_Try it_
Repeat the data below in full. Pictures must not be part of the copy.

Data entries
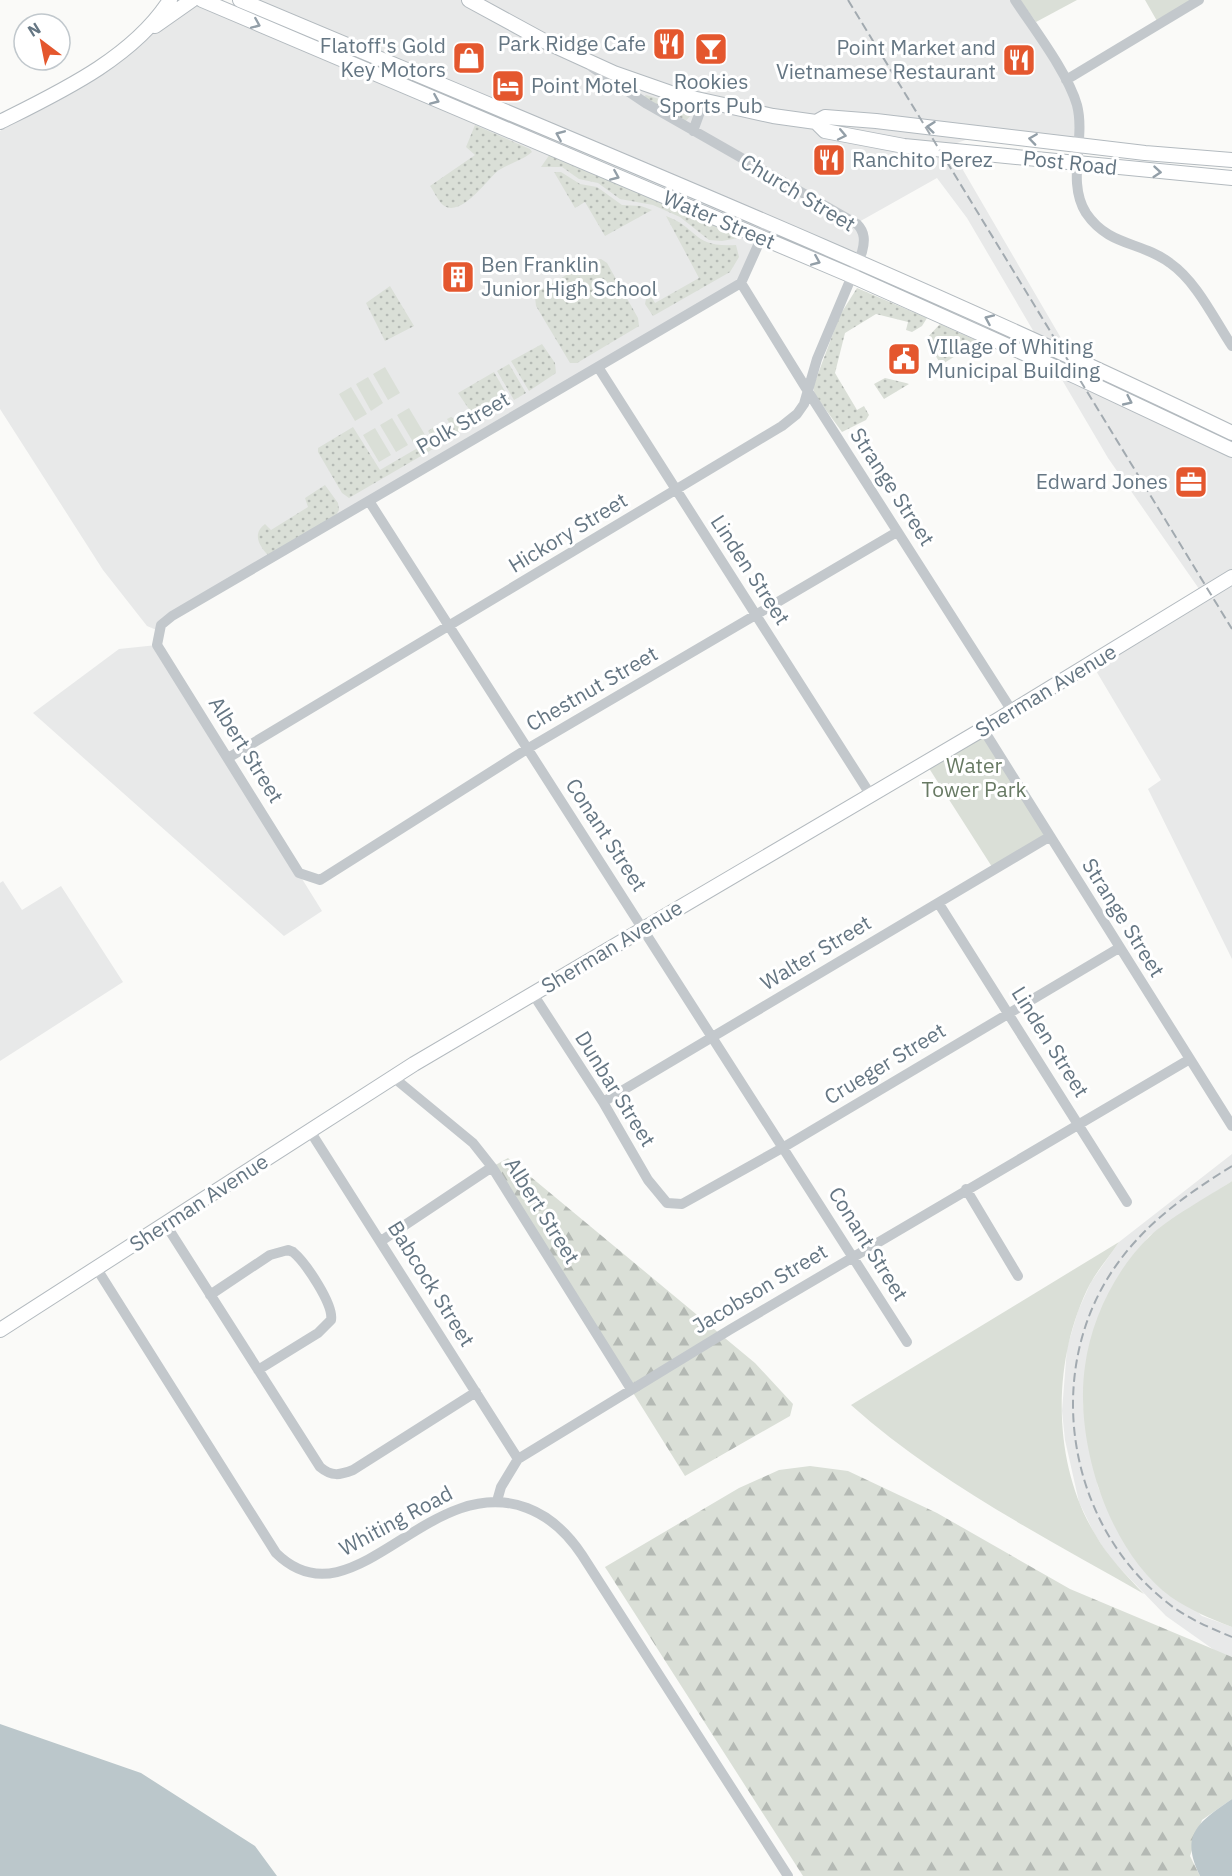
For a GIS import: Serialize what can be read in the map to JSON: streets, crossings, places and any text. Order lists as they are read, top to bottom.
{
  "streets": {
    "main road": [
      "Post Road",
      "Church Street",
      "Water Street",
      "Sherman Avenue"
    ],
    "street": [
      "Polk Street",
      "Strange Street",
      "Hickory Street",
      "Linden Street",
      "Chestnut Street",
      "Albert Street",
      "Conant Street",
      "Walter Street",
      "Crueger Street",
      "Dunbar Street",
      "Babcock Street",
      "Jacobson Street",
      "Whiting Road"
    ]
  },
  "crossings": [
    ["Church Street", "Water Street"],
    ["Church Street", "Hickory Street"],
    ["Water Street", "Hickory Street"],
    ["Polk Street", "Strange Street"],
    ["Polk Street", "Linden Street"],
    ["Polk Street", "Albert Street"],
    ["Polk Street", "Conant Street"],
    ["Strange Street", "Hickory Street"],
    ["Strange Street", "Chestnut Street"],
    ["Strange Street", "Sherman Avenue"],
    ["Strange Street", "Walter Street"],
    ["Strange Street", "Crueger Street"],
    ["Strange Street", "Jacobson Street"],
    ["Hickory Street", "Linden Street"],
    ["Hickory Street", "Albert Street"],
    ["Hickory Street", "Conant Street"],
    ["Linden Street", "Chestnut Street"],
    ["Linden Street", "Sherman Avenue"],
    ["Linden Street", "Walter Street"],
    ["Linden Street", "Crueger Street"],
    ["Linden Street", "Jacobson Street"],
    ["Chestnut Street", "Albert Street"],
    ["Chestnut Street", "Conant Street"],
    ["Sherman Avenue", "Albert Street"],
    ["Sherman Avenue", "Conant Street"],
    ["Sherman Avenue", "Dunbar Street"],
    ["Sherman Avenue", "Babcock Street"],
    ["Sherman Avenue", "Whiting Road"],
    ["Albert Street", "Jacobson Street"],
    ["Conant Street", "Walter Street"],
    ["Conant Street", "Crueger Street"],
    ["Conant Street", "Jacobson Street"],
    ["Walter Street", "Dunbar Street"],
    ["Crueger Street", "Dunbar Street"],
    ["Babcock Street", "Jacobson Street"],
    ["Jacobson Street", "Whiting Road"]
  ],
  "parks": ["Water Tower Park"],
  "places": {
    "restaurant": ["Park Ridge Cafe", "Point Market and Vietnamese Restaurant", "Ranchito Perez"],
    "bar": ["Rookies Sports Pub"],
    "shop": ["Flatoff's Gold Key Motors"],
    "hotel": ["Point Motel"],
    "building": ["Ben Franklin Junior High School"],
    "public building": ["VIllage of Whiting Municipal Building"],
    "office": ["Edward Jones"]
  },
  "north": "top left"
}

_Result below_
For a GIS import: Serialize what can be read in the map to JSON: streets, crossings, places and any text. Order lists as they are read, top to bottom.
{
  "streets": {
    "main road": [
      "Post Road",
      "Church Street",
      "Water Street",
      "Sherman Avenue"
    ],
    "street": [
      "Polk Street",
      "Strange Street",
      "Hickory Street",
      "Linden Street",
      "Chestnut Street",
      "Albert Street",
      "Conant Street",
      "Walter Street",
      "Crueger Street",
      "Dunbar Street",
      "Babcock Street",
      "Jacobson Street",
      "Whiting Road"
    ]
  },
  "crossings": [
    ["Church Street", "Water Street"],
    ["Church Street", "Hickory Street"],
    ["Water Street", "Hickory Street"],
    ["Polk Street", "Strange Street"],
    ["Polk Street", "Linden Street"],
    ["Polk Street", "Albert Street"],
    ["Polk Street", "Conant Street"],
    ["Strange Street", "Hickory Street"],
    ["Strange Street", "Chestnut Street"],
    ["Strange Street", "Sherman Avenue"],
    ["Strange Street", "Walter Street"],
    ["Strange Street", "Crueger Street"],
    ["Strange Street", "Jacobson Street"],
    ["Hickory Street", "Linden Street"],
    ["Hickory Street", "Albert Street"],
    ["Hickory Street", "Conant Street"],
    ["Linden Street", "Chestnut Street"],
    ["Linden Street", "Sherman Avenue"],
    ["Linden Street", "Walter Street"],
    ["Linden Street", "Crueger Street"],
    ["Linden Street", "Jacobson Street"],
    ["Chestnut Street", "Albert Street"],
    ["Chestnut Street", "Conant Street"],
    ["Sherman Avenue", "Albert Street"],
    ["Sherman Avenue", "Conant Street"],
    ["Sherman Avenue", "Dunbar Street"],
    ["Sherman Avenue", "Babcock Street"],
    ["Sherman Avenue", "Whiting Road"],
    ["Albert Street", "Jacobson Street"],
    ["Conant Street", "Walter Street"],
    ["Conant Street", "Crueger Street"],
    ["Conant Street", "Jacobson Street"],
    ["Walter Street", "Dunbar Street"],
    ["Crueger Street", "Dunbar Street"],
    ["Babcock Street", "Jacobson Street"],
    ["Jacobson Street", "Whiting Road"]
  ],
  "parks": ["Water Tower Park"],
  "places": {
    "restaurant": ["Park Ridge Cafe", "Point Market and Vietnamese Restaurant", "Ranchito Perez"],
    "bar": ["Rookies Sports Pub"],
    "shop": ["Flatoff's Gold Key Motors"],
    "hotel": ["Point Motel"],
    "building": ["Ben Franklin Junior High School"],
    "public building": ["VIllage of Whiting Municipal Building"],
    "office": ["Edward Jones"]
  },
  "north": "top left"
}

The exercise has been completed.